We weren't dead yet. The conservative press called it "The Apocalypse at Sea" after "The War at Sea," those strange eight months at the beginning of the Second World War when no major power launched a land offensive. All that the people of the time had known were smiling faces and pressed trousers boarding warships for some faraway front. It wasn't real. Not until the bombs fell. Drôle de guerre. We had yet to have our Blitz or Normandy. We weren't yet chuffed off to our Treblinka or our Auschwitz. So we carried on, operating on a collective anxiety. We did those things we had always promised ourselves we would do. We climbed mountains and took piano lessons, but mostly we just got drunk and bought things. The real world still pressed against us. There were car payments and mortgages and student loans, and no one wanted to be out on the street when the apocalypse finally arrived.

A great multitude of small birds settled in the trees of Central Park. They were charming creatures, bobbing and dancing on the branches. Singing for their lives. They brought us some measure of happiness. In the weeks to come, they would fall to the ground, one by one, like so many dead apples. "There is a biblical precedent…" the preacher explained as he mopped his brow with a handkerchief, "…when God delivered manna from heaven to feed the starving Israelites.
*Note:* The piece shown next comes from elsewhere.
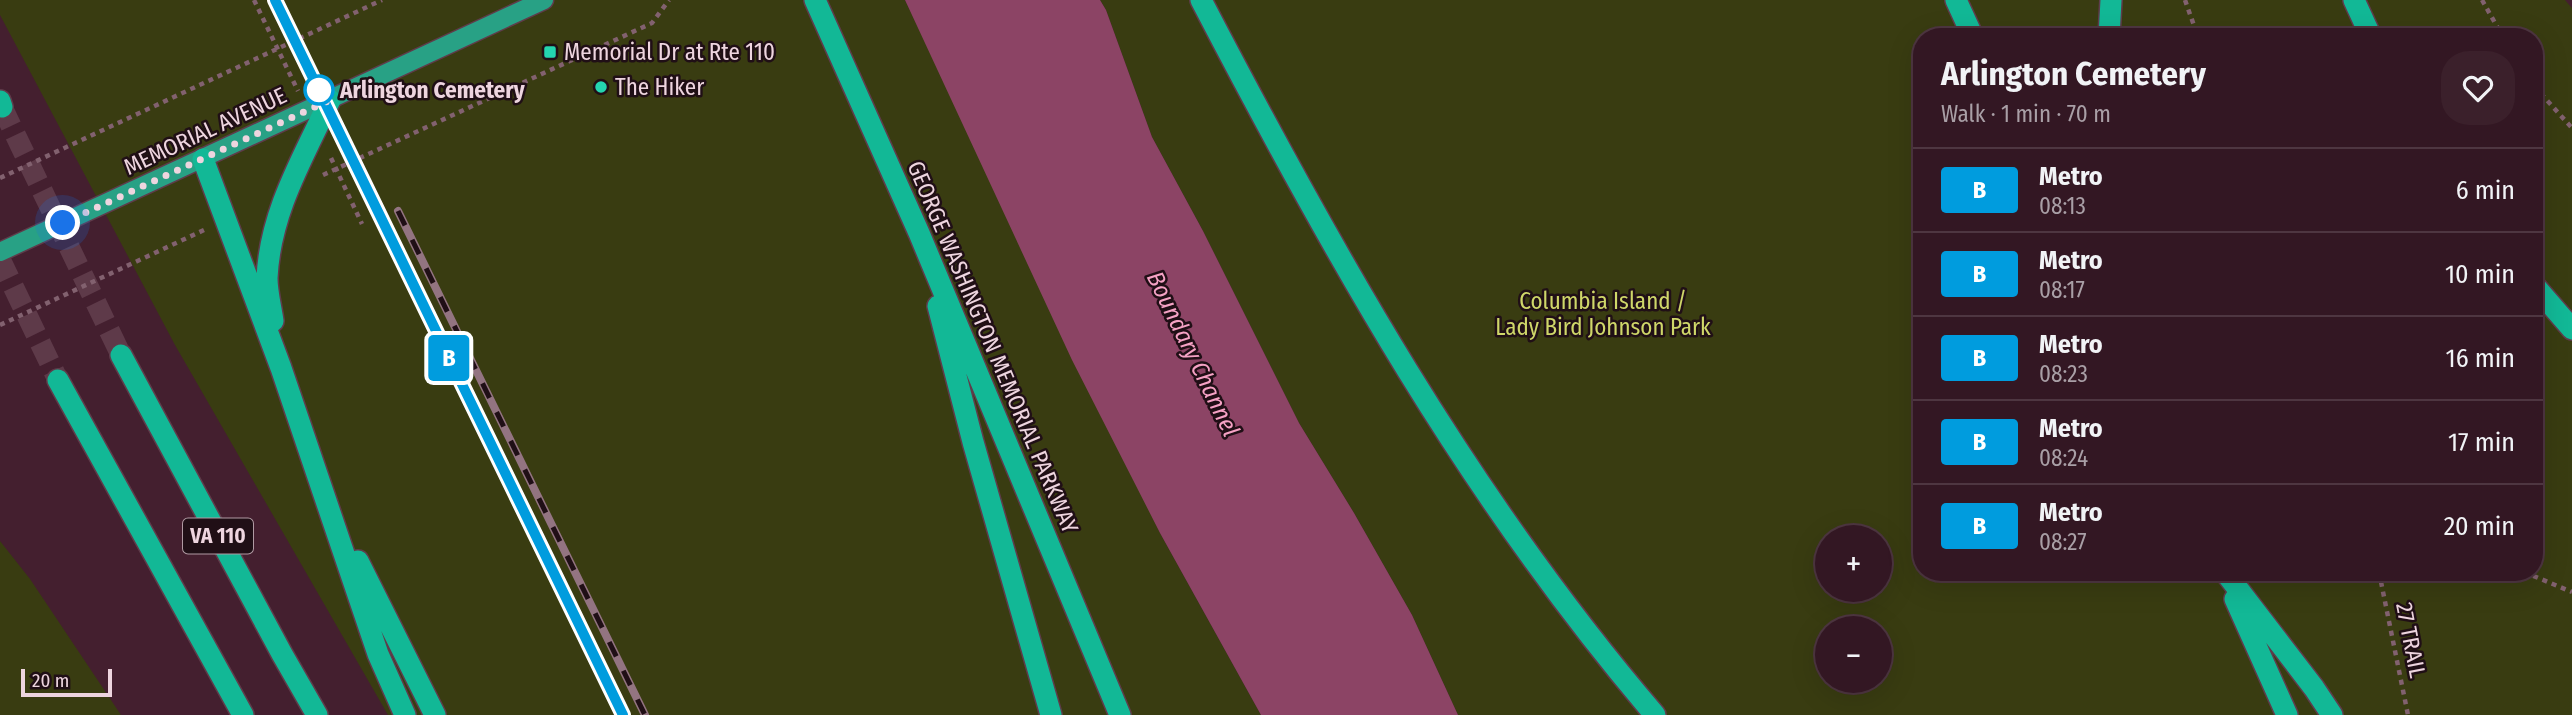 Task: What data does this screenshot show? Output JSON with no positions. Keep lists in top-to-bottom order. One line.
{"streets":{"highway":["GEORGE WASHINGTON MEMORIAL PARKWAY","VA 110"],"main road":["MEMORIAL AVENUE"],"path":["27 TRAIL"]},"water":["Boundary Channel"],"parks":["Columbia Island / Lady Bird Johnson Park"],"places":{"transit":["Memorial Dr at Rte 110"],"other":["The Hiker","Arlington Cemetery"]},"lines":["metro line B"],"scale_bar":"20 m","page":{"on_map":"B","heading":["Arlington Cemetery","Walk · 1 min · 70 m"],"list":[{"mark":"B","name":"Metro","note":"08:13","value":"6 min"},{"mark":"B","name":"Metro","note":"08:17","value":"10 min"},{"mark":"B","name":"Metro","note":"08:23","value":"16 min"},{"mark":"B","name":"Metro","note":"08:24","value":"17 min"},{"mark":"B","name":"Metro","note":"08:27","value":"20 min"}],"map_buttons":["+","−"],"scale":"20 m"}}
It is all part of God's plan." Somehow we had expected God's plan to be grander, all scorched earth and Battle of Megiddo. Not this. Not hundreds of dead wrens and sparrows. The preacher smiled too much, and he perspired too much. The jig was up.

So we waited. Like the man at the train station who checks his watch and peers down the track. He waits for the train that will come. He looks up the track and down the track, and they appear one and the same. And it seems to take forever. Then all at once, it is upon him. It was quiet in the city. No distant rumble of airplanes. No dogs barking. No sound of weeping or laughing. No sound at all.